* Assigned task *
Extract every line below that contains the word "Riebeekplein".

* Given entries *
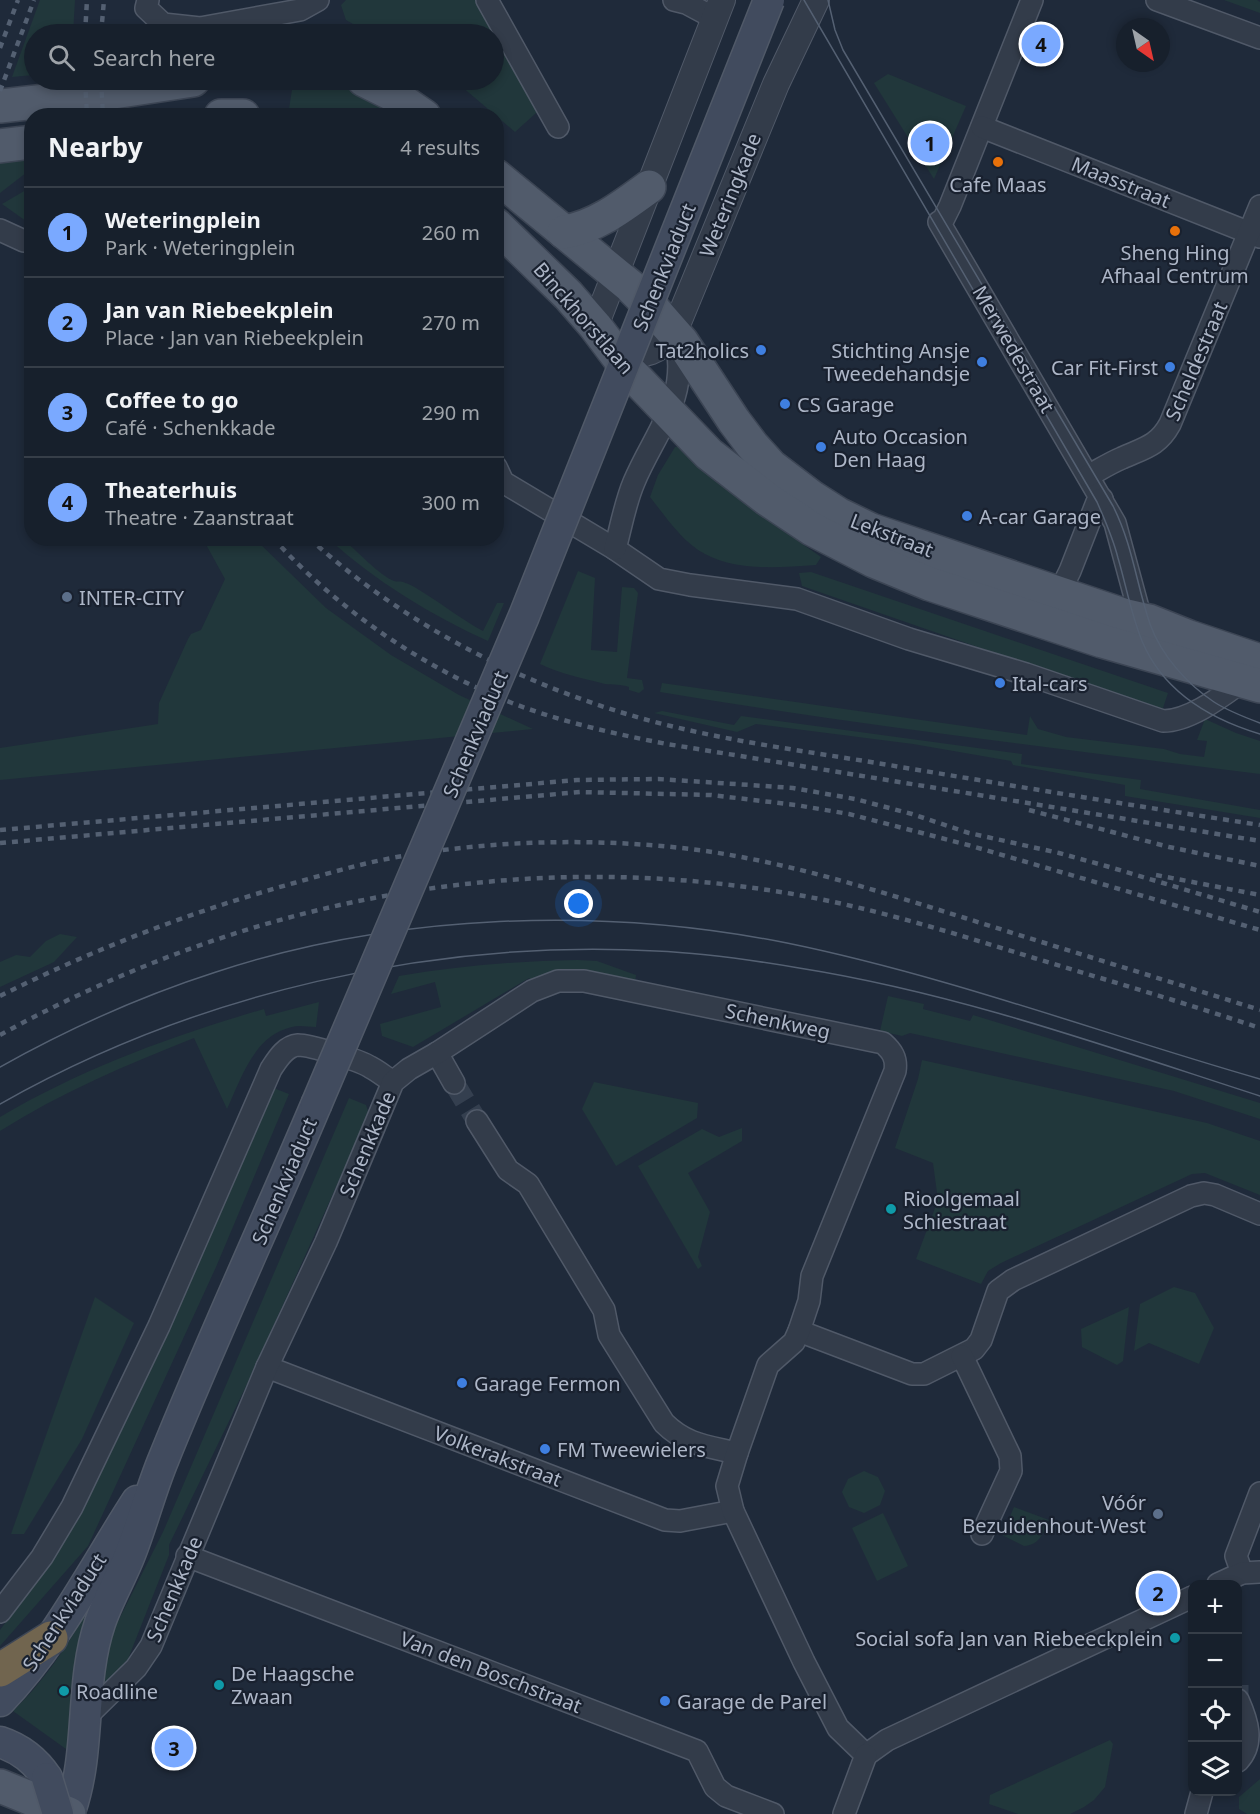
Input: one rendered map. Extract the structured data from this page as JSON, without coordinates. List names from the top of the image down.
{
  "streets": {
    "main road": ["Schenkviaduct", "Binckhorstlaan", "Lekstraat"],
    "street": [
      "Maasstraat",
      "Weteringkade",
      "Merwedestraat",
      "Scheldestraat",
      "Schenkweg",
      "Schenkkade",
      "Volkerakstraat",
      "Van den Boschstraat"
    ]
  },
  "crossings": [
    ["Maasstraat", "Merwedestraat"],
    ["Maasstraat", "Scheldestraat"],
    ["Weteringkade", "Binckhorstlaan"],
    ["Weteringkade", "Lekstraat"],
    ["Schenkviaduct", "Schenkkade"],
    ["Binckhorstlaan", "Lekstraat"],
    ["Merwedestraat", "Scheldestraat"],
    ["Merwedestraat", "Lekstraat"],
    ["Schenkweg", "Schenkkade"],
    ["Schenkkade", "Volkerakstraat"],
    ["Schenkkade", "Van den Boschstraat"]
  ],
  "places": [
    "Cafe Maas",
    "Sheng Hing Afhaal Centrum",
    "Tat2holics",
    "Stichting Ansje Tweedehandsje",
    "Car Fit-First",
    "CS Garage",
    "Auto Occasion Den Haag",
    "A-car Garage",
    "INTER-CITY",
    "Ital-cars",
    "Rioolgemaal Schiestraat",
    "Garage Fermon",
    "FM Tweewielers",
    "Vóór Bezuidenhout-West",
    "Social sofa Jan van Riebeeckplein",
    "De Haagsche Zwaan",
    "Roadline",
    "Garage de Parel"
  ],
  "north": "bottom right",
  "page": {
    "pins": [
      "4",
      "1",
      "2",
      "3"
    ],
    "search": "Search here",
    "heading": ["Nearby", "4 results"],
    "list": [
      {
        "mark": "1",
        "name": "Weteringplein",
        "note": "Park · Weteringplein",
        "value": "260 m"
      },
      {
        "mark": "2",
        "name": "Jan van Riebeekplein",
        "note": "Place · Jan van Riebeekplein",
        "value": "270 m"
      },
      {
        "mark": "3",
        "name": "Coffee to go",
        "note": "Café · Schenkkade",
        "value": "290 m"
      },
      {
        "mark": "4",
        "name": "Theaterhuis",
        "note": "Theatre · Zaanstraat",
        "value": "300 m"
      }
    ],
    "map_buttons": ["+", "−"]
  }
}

* Reply *
        "name": "Jan van Riebeekplein",
        "note": "Place · Jan van Riebeekplein",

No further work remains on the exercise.